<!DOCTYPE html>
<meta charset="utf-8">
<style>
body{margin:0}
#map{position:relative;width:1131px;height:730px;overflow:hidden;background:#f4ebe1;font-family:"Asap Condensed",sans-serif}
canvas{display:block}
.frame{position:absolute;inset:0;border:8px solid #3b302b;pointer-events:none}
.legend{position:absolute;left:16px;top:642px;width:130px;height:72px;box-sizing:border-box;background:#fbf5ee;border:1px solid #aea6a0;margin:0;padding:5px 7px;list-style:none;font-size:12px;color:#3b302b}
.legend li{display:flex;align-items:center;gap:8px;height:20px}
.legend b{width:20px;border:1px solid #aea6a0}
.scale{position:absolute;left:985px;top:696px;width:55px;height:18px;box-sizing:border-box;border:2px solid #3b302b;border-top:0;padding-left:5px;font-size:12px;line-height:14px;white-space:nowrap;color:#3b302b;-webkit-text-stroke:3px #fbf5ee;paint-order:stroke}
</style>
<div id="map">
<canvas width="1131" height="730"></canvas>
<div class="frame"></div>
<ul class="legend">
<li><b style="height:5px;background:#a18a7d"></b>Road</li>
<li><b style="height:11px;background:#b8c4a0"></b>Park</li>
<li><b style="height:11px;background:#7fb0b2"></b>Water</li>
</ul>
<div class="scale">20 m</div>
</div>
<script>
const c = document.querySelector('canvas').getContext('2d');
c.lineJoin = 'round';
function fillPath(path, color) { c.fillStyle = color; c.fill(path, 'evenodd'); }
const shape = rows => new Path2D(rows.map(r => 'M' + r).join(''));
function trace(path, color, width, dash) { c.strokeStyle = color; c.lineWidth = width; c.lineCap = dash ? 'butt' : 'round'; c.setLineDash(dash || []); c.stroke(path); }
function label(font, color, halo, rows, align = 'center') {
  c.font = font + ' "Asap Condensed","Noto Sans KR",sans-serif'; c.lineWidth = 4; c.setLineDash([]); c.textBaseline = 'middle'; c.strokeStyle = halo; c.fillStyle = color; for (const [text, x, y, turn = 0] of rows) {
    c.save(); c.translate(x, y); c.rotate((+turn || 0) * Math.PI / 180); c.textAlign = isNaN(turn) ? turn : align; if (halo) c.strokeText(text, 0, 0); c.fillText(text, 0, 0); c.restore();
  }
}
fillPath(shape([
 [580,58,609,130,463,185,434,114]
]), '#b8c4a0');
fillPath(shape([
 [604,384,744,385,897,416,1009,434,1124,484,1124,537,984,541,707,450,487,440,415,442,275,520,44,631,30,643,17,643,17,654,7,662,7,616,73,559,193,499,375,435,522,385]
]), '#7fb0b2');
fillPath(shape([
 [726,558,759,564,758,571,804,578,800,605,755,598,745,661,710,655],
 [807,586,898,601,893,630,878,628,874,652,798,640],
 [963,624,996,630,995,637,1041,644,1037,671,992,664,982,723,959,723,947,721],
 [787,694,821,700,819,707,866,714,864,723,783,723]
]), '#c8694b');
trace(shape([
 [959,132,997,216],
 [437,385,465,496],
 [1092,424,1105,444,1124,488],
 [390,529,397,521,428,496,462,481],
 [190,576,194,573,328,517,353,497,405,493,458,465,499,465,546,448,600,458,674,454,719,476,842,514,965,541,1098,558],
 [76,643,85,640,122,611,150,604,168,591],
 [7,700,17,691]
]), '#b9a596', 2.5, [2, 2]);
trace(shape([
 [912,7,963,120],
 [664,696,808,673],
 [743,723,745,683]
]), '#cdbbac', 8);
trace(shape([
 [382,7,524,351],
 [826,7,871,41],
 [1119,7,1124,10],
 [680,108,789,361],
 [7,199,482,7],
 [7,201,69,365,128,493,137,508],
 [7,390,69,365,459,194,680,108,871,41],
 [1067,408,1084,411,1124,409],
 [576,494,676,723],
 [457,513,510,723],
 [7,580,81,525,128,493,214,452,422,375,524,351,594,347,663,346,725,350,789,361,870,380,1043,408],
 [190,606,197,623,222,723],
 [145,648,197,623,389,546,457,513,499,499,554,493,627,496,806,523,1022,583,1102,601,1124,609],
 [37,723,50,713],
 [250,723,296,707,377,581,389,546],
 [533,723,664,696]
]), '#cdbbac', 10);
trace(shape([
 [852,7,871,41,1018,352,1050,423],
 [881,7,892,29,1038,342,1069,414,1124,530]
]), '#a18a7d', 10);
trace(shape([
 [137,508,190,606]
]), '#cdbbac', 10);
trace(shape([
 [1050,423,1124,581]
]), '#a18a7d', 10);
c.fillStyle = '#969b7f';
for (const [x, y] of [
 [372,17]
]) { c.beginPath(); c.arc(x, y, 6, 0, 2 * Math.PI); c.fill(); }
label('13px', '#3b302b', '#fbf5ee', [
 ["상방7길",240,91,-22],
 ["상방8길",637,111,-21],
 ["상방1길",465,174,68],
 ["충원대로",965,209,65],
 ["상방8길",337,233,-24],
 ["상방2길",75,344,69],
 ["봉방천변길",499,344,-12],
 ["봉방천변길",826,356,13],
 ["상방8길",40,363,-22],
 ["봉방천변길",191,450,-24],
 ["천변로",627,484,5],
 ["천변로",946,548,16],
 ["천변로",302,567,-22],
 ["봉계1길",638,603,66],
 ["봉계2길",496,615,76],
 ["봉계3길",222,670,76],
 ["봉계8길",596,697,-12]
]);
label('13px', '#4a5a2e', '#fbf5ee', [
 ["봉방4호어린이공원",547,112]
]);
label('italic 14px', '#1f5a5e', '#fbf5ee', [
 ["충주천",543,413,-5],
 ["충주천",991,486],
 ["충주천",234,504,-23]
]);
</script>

══════

## What is required
Above this instruction are the records; retype exactly the lines from the one containing "const shape = rows" up to and including the one containing "function label(font, color, halo, rows, align".

## Problem solution
const shape = rows => new Path2D(rows.map(r => 'M' + r).join(''));
function trace(path, color, width, dash) { c.strokeStyle = color; c.lineWidth = width; c.lineCap = dash ? 'butt' : 'round'; c.setLineDash(dash || []); c.stroke(path); }
function label(font, color, halo, rows, align = 'center') {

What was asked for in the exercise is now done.